Rodney Graham
Casino Royale (Sculpture de Voyage)
Brussels, Belgium: Yves Gevaert Éditeur, 1990
7 x 30 x 25 cm (display case), 90 x 57 cm (poster)
Edition of 15 signed and numbered copies
Casino Royale (Sculpture de Voyage) is comprised of a paperback copy of Ian Fleming’s 1953 James Bond novel Casino Royale (Coronet Books, 1988), a large framed four-colour offset poster of a hotel room, a white cardboard storage box titled “SCULPTURE DE VOYAGE”, and a coloured Plexiglas and chromium plated steel mural display case.

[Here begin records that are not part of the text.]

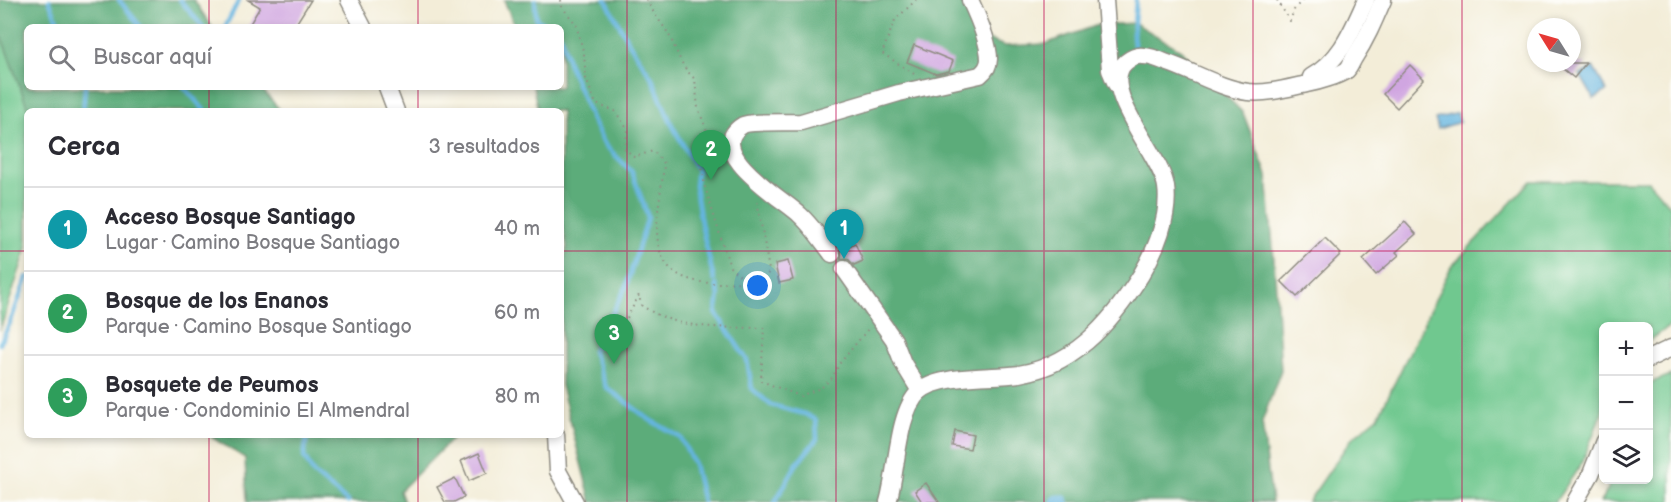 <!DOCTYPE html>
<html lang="es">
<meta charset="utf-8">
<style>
:root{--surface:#fff;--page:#f2f2f3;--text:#2b2b33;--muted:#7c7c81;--line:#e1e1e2;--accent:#db2777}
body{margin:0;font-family:"Balsamiq Sans",sans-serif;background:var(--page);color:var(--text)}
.controls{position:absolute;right:18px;bottom:18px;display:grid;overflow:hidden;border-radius:9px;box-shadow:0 3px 9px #0003}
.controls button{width:54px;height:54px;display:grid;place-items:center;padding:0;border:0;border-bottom:2px solid var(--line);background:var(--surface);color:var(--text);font:30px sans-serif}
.compass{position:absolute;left:1527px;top:18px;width:54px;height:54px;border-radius:50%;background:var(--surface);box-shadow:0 3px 9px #0003;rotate:307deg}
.you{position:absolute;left:758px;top:286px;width:21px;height:21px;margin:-15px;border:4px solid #fff;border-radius:50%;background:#1a73e8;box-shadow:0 0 0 9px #1a73e833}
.badge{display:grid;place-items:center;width:39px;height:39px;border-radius:50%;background:var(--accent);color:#fff;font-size:20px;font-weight:700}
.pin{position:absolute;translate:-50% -50px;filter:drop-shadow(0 2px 3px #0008)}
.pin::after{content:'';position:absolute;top:32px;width:21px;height:18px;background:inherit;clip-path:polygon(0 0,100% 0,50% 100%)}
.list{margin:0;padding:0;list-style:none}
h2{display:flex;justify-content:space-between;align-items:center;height:78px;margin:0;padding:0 24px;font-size:26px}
h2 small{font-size:20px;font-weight:400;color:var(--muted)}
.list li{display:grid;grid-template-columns:39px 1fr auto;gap:18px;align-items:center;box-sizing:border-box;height:84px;padding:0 24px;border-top:2px solid var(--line)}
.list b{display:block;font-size:22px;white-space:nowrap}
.list p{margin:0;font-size:20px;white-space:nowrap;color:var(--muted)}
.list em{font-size:20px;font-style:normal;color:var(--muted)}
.icon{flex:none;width:33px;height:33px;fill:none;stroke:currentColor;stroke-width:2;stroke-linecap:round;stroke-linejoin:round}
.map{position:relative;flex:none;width:1671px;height:502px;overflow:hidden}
.search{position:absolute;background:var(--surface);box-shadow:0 3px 9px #0003;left:24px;top:24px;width:540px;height:66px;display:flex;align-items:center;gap:15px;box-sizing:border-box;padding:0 21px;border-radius:9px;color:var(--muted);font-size:22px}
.panel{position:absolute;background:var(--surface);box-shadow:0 3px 9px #0003;left:24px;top:108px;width:540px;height:330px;border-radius:9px}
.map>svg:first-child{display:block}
</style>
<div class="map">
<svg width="1671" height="502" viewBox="0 0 1671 502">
<rect width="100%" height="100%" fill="#fdfcf7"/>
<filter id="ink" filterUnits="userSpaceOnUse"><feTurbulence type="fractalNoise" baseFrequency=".0167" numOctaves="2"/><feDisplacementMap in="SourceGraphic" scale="12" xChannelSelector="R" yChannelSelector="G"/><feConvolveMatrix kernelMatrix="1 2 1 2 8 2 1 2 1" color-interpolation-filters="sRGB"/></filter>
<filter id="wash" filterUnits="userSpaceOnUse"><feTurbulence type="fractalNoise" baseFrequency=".008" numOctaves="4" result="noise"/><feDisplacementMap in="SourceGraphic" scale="24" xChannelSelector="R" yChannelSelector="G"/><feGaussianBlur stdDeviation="1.35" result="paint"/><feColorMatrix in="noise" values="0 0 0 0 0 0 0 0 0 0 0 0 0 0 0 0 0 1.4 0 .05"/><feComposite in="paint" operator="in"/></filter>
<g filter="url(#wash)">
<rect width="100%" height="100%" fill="#f3edd8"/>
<g fill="#70c88f" stroke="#4e7a5d" stroke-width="1.5">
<polygon points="0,33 29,111 27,111 27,248 0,330"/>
<polygon points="1531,181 1648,181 1671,207 1671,325 1649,341 1648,326 1604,326 1603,410 1582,463 1555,502 1308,502 1352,438 1378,417 1451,267"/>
<polygon points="1671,375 1671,502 1600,502 1607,491 1611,480 1648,480 1649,383"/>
</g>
<g fill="#5cac7a" stroke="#446c52" stroke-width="1.5">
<polygon points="0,0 194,0 212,27 27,27 27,87 260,87 281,111 29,111 0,33"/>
<polygon points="504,0 961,0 969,11 977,36 1005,46 1045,44 1098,25 1135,23 1181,50 1243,113 1267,175 1274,259 1281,370 1262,422 1272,502 591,502 561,386 561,272 567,247 561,219 561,111 538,111 533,87 561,87 561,27 515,27"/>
<polygon points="208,435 456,435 400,491 404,502 247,502 245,458"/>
</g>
<g fill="#65b5e0" stroke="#487086" stroke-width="1.5">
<polygon points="1593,67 1607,91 1594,99 1580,75"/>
<polygon points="1457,113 1460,122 1438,129 1435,119"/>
</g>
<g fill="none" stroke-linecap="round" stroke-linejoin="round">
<g stroke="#65b5e0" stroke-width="4.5">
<polyline points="49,0 60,27"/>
<polyline points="119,0 141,27"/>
<polyline points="180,0 203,27"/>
<polyline points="535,0 536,19 549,27"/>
<polyline points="606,0 629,43 652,78 671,123 697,170 695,186 701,223 714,280"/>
<polyline points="225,27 239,0"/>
<polyline points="561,36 568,62 591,118 605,145 632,172 648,217 626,287 593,351 606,387 650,420 680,437 694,464 703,502"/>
<polyline points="1134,45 1133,35 1136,0"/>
<polyline points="184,87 205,111"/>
<polyline points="83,111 85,87"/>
<polyline points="716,285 719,295 716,313 747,360 752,389 771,405 805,414 816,420 817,439 796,465 775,502"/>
<polyline points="0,344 10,323 27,277"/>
<polyline points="307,435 304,457 314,474 348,502"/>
</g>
<polyline stroke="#65b5e0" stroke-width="15" points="1058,502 1062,502"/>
</g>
<g id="blocks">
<g fill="#d0a6e1">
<polygon points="248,0 311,0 294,27 248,27 260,7"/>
<polygon points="914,45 953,61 949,71 936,74 907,62"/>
<polygon points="1556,63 1586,63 1574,78"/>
<polygon points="1410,65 1424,79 1397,108 1383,94"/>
<polygon points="1405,222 1416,234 1396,252 1399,255 1376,275 1363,260"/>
<polygon points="1325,238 1341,254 1297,297 1281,281"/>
<polygon points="855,243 863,261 854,265 848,259 841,259 841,250"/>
<polygon points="788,261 793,280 779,283 775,264"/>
<polygon points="955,431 973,435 970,449 952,446"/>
<polygon points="479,453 487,473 469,481 461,461"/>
<polygon points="455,478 464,497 454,502 445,502 437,487"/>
<polygon points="926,483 939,502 922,502 915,491"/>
</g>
</g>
</g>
<g filter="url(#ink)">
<use href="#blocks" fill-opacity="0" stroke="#8f8c82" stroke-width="1.5"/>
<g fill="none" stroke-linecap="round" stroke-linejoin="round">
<defs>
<g id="minor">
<polyline points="349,0 363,27"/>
<polyline points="1105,0 1110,70 1116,84"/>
<path d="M1311,77C1342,59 1352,30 1366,0"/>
<polyline points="387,87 396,111"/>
<path d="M832,254C822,241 812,226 800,215C785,200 700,151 743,125C750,121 789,123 801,122L899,93L980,75C985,71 989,66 989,59C989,43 977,15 970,0"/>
<polyline points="844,269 894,340 903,363 920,391"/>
<polyline points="1648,359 1671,348"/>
<polyline points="556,435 558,471 575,502"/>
<path d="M888,502C897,473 897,412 919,392C938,375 986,377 1010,375C1071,370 1111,323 1141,275C1156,250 1170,216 1166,187C1162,156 1096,87 1126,62C1131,58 1136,55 1143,56C1150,56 1158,59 1165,62C1193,71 1219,88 1248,92C1268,94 1288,88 1307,84C1318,82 1338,76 1347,70C1350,67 1352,61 1354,58C1367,38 1374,21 1383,0"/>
<polyline points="1575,502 1591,474 1604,441"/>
</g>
</defs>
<use href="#minor" stroke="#8f8c82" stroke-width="19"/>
<g stroke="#8f8c82" stroke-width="2" stroke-dasharray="1.5 4.5" stroke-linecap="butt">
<path d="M561,0L562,7L576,24L584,54L586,79L596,104L615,111L628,130L624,148L634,157L653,151L664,163C662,204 637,269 696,281C712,285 731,282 747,282"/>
<path d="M647,0C652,12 661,22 668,33C677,50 680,66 695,79L698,108L707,131L699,155L705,187L730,267L747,282L757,283L766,279L769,270L757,200"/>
<polyline points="1277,0 1290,21 1294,10 1302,0"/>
<polyline points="914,74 882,53 895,20 916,0"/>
<path d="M613,357L617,337L639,295L641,305C677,331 722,327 764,328L761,381L800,396L821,388L832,378L840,363L868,329"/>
</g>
<use href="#minor" stroke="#fff" stroke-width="16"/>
</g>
</g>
<path fill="none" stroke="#c2185b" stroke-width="1.5" stroke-opacity="0.55" d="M209,0V27M418,0V27M627,0V502M836,0V502M1044,0V502M1253,0V502M1462,0V502M209,87V111M418,87V111M0,251H27M561,251H1671M209,435V502M418,435V502"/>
</svg>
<div class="controls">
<button>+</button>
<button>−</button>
<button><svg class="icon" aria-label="layers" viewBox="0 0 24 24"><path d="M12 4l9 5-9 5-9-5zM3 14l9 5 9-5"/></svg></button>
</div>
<svg class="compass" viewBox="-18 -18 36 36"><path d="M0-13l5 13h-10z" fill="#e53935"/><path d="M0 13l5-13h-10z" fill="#7c7c81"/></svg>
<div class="you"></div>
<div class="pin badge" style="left:844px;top:259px;background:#0f9aa8">1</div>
<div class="pin badge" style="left:711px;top:180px;background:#2e9e5b">2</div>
<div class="pin badge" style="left:614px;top:364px;background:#2e9e5b">3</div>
<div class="search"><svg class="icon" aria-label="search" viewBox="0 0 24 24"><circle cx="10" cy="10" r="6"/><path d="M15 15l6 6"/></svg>Buscar aquí</div>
<section class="panel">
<h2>Cerca<small>3 resultados</small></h2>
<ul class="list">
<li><span class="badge" style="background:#0f9aa8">1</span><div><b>Acceso Bosque Santiago</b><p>Lugar · Camino Bosque Santiago</p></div><em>40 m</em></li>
<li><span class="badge" style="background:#2e9e5b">2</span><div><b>Bosque de los Enanos</b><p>Parque · Camino Bosque Santiago</p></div><em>60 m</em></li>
<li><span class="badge" style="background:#2e9e5b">3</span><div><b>Bosquete de Peumos</b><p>Parque · Condominio El Almendral</p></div><em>80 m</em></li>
</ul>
</section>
</div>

The latter presents the Bond novel open to pages 120 and 121. If placed on a wall above head height, the pages can be deciphered from underneath, allowing the reader to discover a brutal scene in which famous villain, Le Chiffre, tortures agent 007.
Graham returned to Bond as a source material a year later, with the Printed Matter/Art Metropole publication of Dr. No.
"A typewritten sheet of instructions signed by the artist accompanies Casino Royale (Sculpture de voyage). In this text the artist describes the components of the work as follows: ‘1 copy of CASINO ROYALE by Ian Fleming (Coronet Books) / 1 display case comprising inner frame, stainless steel casing, 2 pcs colored plexiglass / 1 mounting plate / 3 screws / 1 screwdriver / 1 full color poster 90 x 57 cm’.
The large, framed colour poster listed on the instruction sheet offers a view of a hotel room. A drawing of a shallow, rectangular box has been added to the image, as if fixed to the wall at the head of the bed. This is a representation of the second item on Graham’s list: a metal display case with top and underside made from two sheets of red, fluorescent Perspex. Resting inside the case is a copy of the novel Casino Royale by Ian Fleming (1908–1964), first published in 1953. This book, a paperback edition from 1988, lies open but face downwards. As the case is designed to be fixed to a wall, two pages of text (pages 120–1) can be read, albeit with some difficulty, from underneath. The passages on show describe a brutal and relentless beating suffered by the character James Bond at the hands of the book’s villain, Le Chiffre.
The display case came with a white cardboard storage box, which is sometimes reproduced but not an integral part of the artwork as displayed. It was adapted from the box originally used by the suppliers of the Perspex, and is inscribed with the words ‘SCULPTURE DE VOYAGE’. As the work’s French subtitle – (Sculpture de voyage), or travel sculpture – ironically indicates, the display case is designed for use while travelling, and the screws and screwdriver that form part of the work are there to facilitate the mounting of the case, in accordance with Graham’s instruction sheet, on a wall above head height or over a bed or chair. The subtitle is a reference to the Sculpture de voyage (Sculpture for Travelling) 1918 by Marcel Duchamp (1887–1968), a hanging sculpture made from differently coloured
rubber strips cut from bathing caps, which is known only from contemporary photographs taken by the artist. Duchamp suspended this object in his studio in New York, tying it with strings to the four corners of the room.
The rectangular box form of the display case, its industrially-inspired materials and projected mode of display jutting from a wall, suggest the wall-mounted ‘stack’ sculptures of Donald Judd (1928–94), for example, Untitled 1980 (Tate T03087) and Untitled 1990 (Tate T07951). Graham previously used this Judd-like form in Collected Papers 1988, a work comprising five wall-mounted boxes arranged in a uniform sequence (reproduced in Rodney Graham, exhibition catalogue, Vancouver Art Gallery, 1988, cover image). The boxes contain five volumes of the papers of Sigmund Freud (1856–1939). "
- Tate.org
Fleming's first Bond novel has been thrice adapted for the screen. A year after it was published, CBS paid the author a thousand dollars to turn Casino Royale into a one-hour television episode of Climax!, featuring Barry Nelson as Jimmy Bond. Charles K. Feldman later acquired the rights to the novel and attempted to collaborate with Eon pictures to produce a film with Sean Connery reprising his role as Bond. When this proved untenable, Feldman sought to capitalize on the success of the series with a satirical version of Casino Royale. The 1967 film featured Peter Sellers, Ursula Andress, David Niven, Orson Welles and Woody Allen. The British Film Institute called it "an incoherent all-star comedy".
It would be almost forty years until a 'canon' adaptation would be released: the Eon Productions 2006 film Casino Royale, which functioned as a franchise reboot, which introduced Daniel Craig as Bond. He returns today, for his fourth and final outing as 007, in No Time To Die.